Despite the bungled attempt to contain the virus and the failings of the healthcare system in the US, Tasca doesn’t believe the nation will be as hard hit as Europe. The lack of testing, and the fact that it’s possible to die of another disease, while having the coronavirus, will help to obscure the real impacts of the disease, he said. “From a cynical point of view it could be beneficial not to investigate the exact cause of death.”
Stephen Moss advises against being too alarmist. “I think it’s foolish to think we’re facing investment market Armageddon, at this stage at least,” he said.
Like cryptocurrency, assets such as oil and gold are volatile by nature, he explained. “The initial exodus of investors seen in recent weeks suggests we will see this volatility rear its head as a result of COVID-19 pandemic.” But he added that these are also some of the quickest markets to rebound.

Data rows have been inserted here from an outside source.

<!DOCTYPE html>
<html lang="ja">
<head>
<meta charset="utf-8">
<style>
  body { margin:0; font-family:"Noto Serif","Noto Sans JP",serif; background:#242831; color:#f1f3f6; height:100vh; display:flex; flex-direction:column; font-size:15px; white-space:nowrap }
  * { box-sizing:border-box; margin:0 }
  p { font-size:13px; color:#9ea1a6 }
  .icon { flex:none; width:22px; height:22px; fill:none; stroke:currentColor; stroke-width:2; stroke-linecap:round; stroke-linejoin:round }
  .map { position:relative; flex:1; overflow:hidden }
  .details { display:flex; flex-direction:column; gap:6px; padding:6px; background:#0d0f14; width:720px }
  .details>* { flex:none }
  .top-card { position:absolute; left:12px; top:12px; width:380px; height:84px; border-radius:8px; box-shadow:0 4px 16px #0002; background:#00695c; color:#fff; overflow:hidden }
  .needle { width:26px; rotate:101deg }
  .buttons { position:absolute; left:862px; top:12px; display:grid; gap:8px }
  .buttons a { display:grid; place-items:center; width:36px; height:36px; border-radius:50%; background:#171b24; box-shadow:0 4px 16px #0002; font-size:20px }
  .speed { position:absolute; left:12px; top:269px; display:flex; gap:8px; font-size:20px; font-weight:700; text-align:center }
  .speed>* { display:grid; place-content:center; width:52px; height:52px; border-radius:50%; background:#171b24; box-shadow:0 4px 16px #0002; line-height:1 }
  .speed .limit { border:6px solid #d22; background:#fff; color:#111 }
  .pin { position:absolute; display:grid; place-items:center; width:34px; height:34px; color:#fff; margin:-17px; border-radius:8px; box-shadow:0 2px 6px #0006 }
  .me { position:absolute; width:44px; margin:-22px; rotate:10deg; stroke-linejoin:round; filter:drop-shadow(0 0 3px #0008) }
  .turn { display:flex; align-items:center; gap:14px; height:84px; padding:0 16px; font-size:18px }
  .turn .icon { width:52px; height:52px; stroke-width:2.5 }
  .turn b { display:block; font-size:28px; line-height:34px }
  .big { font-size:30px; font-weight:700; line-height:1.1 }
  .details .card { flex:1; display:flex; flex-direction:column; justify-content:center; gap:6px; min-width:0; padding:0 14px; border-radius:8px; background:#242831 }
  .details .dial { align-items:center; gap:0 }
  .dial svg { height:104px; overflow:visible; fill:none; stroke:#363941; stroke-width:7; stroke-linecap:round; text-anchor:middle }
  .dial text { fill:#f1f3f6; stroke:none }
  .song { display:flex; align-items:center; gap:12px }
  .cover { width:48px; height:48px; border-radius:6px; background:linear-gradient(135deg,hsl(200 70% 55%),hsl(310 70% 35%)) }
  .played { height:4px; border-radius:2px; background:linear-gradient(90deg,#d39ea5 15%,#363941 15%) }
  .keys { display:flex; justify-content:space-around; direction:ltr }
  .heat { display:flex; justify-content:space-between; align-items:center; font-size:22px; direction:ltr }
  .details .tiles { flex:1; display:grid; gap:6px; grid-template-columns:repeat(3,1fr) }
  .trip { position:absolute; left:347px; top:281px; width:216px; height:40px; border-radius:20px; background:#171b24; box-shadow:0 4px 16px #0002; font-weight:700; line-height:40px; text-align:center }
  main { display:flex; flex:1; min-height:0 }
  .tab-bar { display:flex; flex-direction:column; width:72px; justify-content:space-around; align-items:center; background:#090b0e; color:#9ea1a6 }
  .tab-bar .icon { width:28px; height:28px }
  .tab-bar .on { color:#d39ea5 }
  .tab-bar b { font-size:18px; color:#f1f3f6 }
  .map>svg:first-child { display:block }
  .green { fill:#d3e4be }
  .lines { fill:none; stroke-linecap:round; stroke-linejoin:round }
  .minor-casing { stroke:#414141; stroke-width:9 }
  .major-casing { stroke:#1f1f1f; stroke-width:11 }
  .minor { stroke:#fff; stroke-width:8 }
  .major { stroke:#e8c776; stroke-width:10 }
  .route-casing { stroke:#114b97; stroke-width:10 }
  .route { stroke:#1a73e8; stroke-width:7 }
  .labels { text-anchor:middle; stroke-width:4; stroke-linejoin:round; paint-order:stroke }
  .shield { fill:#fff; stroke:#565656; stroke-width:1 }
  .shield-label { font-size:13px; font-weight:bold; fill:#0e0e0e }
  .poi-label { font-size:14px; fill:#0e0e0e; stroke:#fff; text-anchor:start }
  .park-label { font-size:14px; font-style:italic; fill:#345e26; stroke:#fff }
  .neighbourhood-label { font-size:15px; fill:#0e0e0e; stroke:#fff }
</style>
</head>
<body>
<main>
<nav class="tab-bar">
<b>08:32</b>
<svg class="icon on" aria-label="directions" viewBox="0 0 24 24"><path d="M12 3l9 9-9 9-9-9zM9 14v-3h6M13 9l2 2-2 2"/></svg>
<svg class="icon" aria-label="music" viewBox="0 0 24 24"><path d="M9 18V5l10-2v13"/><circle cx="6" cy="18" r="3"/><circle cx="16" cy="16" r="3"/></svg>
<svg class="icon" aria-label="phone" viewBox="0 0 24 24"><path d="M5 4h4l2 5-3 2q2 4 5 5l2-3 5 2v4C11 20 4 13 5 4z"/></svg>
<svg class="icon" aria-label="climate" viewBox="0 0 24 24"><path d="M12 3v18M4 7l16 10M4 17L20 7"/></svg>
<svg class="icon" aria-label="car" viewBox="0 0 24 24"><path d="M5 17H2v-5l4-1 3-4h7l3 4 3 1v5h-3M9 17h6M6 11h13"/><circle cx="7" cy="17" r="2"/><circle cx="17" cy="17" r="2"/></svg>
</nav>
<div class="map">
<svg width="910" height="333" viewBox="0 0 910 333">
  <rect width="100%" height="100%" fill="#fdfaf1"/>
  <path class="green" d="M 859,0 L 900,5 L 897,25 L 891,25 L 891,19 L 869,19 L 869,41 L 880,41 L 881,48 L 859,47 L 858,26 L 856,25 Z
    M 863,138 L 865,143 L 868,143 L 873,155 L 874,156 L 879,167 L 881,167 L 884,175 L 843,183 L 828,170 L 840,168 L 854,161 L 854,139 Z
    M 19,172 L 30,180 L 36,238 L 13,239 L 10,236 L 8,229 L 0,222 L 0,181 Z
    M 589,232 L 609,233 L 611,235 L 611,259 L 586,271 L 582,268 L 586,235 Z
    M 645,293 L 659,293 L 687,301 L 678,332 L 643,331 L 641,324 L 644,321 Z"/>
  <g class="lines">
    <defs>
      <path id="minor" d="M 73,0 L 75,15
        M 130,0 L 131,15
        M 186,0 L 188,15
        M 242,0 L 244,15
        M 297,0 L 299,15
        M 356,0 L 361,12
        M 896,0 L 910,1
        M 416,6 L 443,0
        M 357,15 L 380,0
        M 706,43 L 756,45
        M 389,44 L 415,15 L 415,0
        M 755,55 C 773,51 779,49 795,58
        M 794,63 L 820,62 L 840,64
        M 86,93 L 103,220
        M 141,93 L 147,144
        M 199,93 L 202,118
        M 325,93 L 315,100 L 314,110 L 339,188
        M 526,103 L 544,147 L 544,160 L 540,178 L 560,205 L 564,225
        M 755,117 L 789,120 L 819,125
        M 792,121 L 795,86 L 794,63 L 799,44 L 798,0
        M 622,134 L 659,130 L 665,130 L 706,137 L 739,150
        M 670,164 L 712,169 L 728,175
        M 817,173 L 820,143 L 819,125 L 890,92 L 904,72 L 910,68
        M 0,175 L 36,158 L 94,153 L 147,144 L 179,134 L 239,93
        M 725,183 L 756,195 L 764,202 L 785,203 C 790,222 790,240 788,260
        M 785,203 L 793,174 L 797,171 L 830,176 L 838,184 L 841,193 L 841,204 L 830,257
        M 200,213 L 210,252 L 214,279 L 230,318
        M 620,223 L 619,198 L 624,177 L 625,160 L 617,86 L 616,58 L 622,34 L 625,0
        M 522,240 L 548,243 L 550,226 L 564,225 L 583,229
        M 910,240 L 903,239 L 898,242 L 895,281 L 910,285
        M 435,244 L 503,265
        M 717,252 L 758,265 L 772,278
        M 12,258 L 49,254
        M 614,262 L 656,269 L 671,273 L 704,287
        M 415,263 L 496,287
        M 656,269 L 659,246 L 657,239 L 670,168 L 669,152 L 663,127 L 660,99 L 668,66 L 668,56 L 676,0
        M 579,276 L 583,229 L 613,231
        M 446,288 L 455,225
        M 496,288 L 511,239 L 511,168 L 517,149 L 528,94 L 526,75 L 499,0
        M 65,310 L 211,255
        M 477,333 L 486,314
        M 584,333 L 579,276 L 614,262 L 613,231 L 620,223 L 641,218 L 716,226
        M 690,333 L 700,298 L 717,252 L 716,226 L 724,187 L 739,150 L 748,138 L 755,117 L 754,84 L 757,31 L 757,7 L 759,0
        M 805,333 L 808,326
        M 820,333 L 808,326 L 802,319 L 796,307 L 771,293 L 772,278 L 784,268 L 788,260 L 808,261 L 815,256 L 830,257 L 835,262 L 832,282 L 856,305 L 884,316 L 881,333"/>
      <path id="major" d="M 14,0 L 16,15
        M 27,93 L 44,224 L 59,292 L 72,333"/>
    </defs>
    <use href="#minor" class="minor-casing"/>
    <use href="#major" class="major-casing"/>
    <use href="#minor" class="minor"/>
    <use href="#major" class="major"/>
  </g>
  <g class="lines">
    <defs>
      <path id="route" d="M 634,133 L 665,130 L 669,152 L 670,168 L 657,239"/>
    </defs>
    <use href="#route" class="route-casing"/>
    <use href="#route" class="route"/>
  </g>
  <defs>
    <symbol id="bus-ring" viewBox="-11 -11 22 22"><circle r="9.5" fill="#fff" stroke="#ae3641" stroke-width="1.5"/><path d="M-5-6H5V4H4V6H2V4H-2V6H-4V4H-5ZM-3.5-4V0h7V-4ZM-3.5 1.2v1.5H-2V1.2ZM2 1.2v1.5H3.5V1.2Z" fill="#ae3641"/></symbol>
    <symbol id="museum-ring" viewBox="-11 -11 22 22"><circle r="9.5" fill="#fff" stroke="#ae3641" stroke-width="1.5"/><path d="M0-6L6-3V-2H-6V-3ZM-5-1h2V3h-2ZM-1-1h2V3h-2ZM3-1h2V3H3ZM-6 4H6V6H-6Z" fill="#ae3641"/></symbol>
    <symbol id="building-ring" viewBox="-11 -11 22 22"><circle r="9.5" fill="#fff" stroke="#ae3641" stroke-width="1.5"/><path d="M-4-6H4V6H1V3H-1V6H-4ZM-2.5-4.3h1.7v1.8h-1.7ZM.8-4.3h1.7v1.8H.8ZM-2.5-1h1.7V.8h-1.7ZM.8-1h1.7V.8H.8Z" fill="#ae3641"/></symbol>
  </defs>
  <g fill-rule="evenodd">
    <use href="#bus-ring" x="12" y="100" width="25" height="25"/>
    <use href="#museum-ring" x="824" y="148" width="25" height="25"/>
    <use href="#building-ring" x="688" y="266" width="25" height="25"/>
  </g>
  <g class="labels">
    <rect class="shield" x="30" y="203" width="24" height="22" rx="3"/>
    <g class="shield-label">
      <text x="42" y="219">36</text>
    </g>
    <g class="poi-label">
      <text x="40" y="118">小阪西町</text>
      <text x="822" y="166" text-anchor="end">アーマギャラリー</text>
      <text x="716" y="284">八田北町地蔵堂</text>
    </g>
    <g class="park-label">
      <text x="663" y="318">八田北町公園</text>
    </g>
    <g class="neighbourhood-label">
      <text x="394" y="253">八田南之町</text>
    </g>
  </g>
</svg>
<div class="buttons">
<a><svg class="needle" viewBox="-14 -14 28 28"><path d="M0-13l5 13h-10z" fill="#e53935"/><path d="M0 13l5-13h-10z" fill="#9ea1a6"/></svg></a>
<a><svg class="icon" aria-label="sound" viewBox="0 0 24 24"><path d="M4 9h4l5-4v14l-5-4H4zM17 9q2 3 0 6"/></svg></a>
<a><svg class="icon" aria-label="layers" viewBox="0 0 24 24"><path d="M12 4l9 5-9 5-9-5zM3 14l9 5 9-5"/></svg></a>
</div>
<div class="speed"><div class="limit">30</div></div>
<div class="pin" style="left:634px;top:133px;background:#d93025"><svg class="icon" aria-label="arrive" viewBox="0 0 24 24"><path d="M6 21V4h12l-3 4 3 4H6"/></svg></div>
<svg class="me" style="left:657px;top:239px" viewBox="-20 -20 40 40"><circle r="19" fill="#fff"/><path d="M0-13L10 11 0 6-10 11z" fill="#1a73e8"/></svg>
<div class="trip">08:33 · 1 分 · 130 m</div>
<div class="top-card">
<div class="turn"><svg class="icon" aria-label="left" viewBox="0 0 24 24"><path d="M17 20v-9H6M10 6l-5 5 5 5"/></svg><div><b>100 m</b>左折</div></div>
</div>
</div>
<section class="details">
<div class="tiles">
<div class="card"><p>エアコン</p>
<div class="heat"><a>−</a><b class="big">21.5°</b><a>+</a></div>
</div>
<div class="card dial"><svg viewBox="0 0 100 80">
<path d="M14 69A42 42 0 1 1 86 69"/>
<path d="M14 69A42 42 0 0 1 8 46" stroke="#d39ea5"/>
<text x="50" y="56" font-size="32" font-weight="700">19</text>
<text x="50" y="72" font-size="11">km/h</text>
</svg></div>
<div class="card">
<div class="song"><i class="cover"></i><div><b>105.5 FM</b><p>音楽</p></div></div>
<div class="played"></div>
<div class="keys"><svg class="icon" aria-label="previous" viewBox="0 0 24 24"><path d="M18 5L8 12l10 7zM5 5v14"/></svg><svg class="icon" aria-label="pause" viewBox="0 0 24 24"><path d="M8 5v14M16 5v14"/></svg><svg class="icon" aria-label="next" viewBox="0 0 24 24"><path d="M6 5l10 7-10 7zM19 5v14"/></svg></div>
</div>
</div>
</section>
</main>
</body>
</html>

Investors will wait for the bottom, and reap the rewards
“Even in this period of crisis people with liquidity will make a lot of profit afterwards, because they will buy at a discount. They will wait until the market reaches the bottom,” said Tasca. “This will widen the discrepancy between rich and poor.”
On Bitcoin, Tasca was even bullish. "Generally, I think Bitcoin is still a safe haven. I don’t think there’s any reason to believe the contrary,” he said. “There is no signal that entering bear market or that the market will crash in 2020.”
“How asset prices respond will largely depend on market sentiment about the long run repercussions of the crisis,” said Edward Cartwiright. “Will some companies go bankrupt? Will companies be able to get supply chains up and running smoothly? Will governments have to significantly increase borrowing? At the moment there are so many unknowns that investors will naturally be attracted to safe assets.”
But this doesn’t necessarily mean that investors will shun crypto, he said. "If cryptocurrencies are seen as an asset that can insulate from the Coronavirus shock, and the almost inevitable slowdown in the world economy, then their price is going to go up."
While uncertainty abounds, in order to attract investors, crypto businesses are taking action; exchanges, for instance, are lowering transaction fees. And, in the wider economy, mortgage holidays are being rolled beyond Italy. Expect more such measures.
But, currently, investors still lack confidence in governments’ initiatives to support the economy and control coronavirus. That uncertainty impacts all areas of the economy, including cryptocurrency.
And markets are asking hard questions. Not only about the speed and effectiveness of efforts to contain the virus and its economic impact, but also the uncomfortable trade offs between the two.